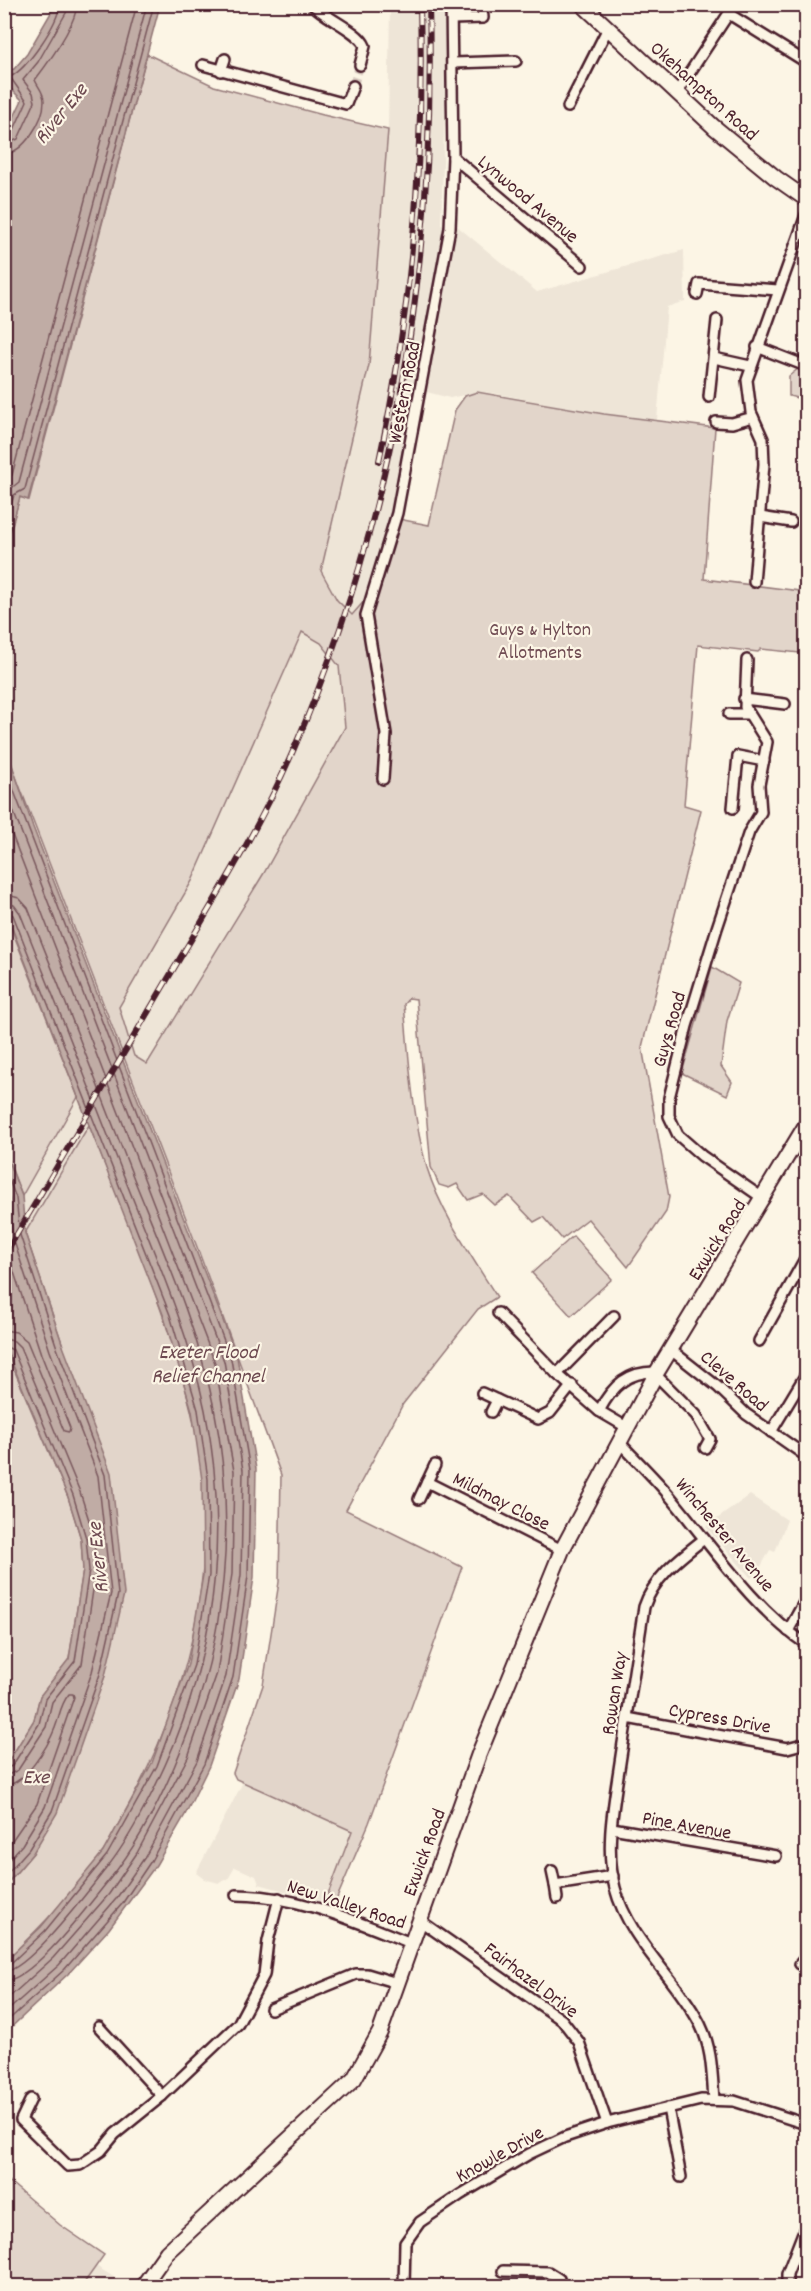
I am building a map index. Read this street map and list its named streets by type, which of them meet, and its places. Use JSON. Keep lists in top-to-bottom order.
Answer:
{
  "streets": {
    "street": [
      "Okehampton Road",
      "Lynwood Avenue",
      "Western Road",
      "Guys Road",
      "Exwick Road",
      "Cleve Road",
      "Mildmay Close",
      "Winchester Avenue",
      "Rowan Way",
      "Cypress Drive",
      "Pine Avenue",
      "New Valley Road",
      "Fairhazel Drive",
      "Knowle Drive"
    ]
  },
  "crossings": [
    ["Lynwood Avenue", "Western Road"],
    ["Guys Road", "Exwick Road"],
    ["Exwick Road", "Cleve Road"],
    ["Exwick Road", "Mildmay Close"],
    ["Exwick Road", "Winchester Avenue"],
    ["Exwick Road", "New Valley Road"],
    ["Exwick Road", "Fairhazel Drive"],
    ["Winchester Avenue", "Rowan Way"],
    ["Rowan Way", "Cypress Drive"],
    ["Rowan Way", "Pine Avenue"],
    ["Rowan Way", "Knowle Drive"],
    ["Fairhazel Drive", "Knowle Drive"]
  ],
  "water": ["River Exe", "Exeter Flood Relief Channel", "Exe"],
  "parks": ["Guys & Hylton Allotments"]
}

-=-=-

With the pictures removed, return all the entries exactly.

I am building a map index. Read this street map and list its named streets by type, which of them meet, and its places. Use JSON. Keep lists in top-to-bottom order.
Answer:
{
  "streets": {
    "street": [
      "Okehampton Road",
      "Lynwood Avenue",
      "Western Road",
      "Guys Road",
      "Exwick Road",
      "Cleve Road",
      "Mildmay Close",
      "Winchester Avenue",
      "Rowan Way",
      "Cypress Drive",
      "Pine Avenue",
      "New Valley Road",
      "Fairhazel Drive",
      "Knowle Drive"
    ]
  },
  "crossings": [
    ["Lynwood Avenue", "Western Road"],
    ["Guys Road", "Exwick Road"],
    ["Exwick Road", "Cleve Road"],
    ["Exwick Road", "Mildmay Close"],
    ["Exwick Road", "Winchester Avenue"],
    ["Exwick Road", "New Valley Road"],
    ["Exwick Road", "Fairhazel Drive"],
    ["Winchester Avenue", "Rowan Way"],
    ["Rowan Way", "Cypress Drive"],
    ["Rowan Way", "Pine Avenue"],
    ["Rowan Way", "Knowle Drive"],
    ["Fairhazel Drive", "Knowle Drive"]
  ],
  "water": ["River Exe", "Exeter Flood Relief Channel", "Exe"],
  "parks": ["Guys & Hylton Allotments"]
}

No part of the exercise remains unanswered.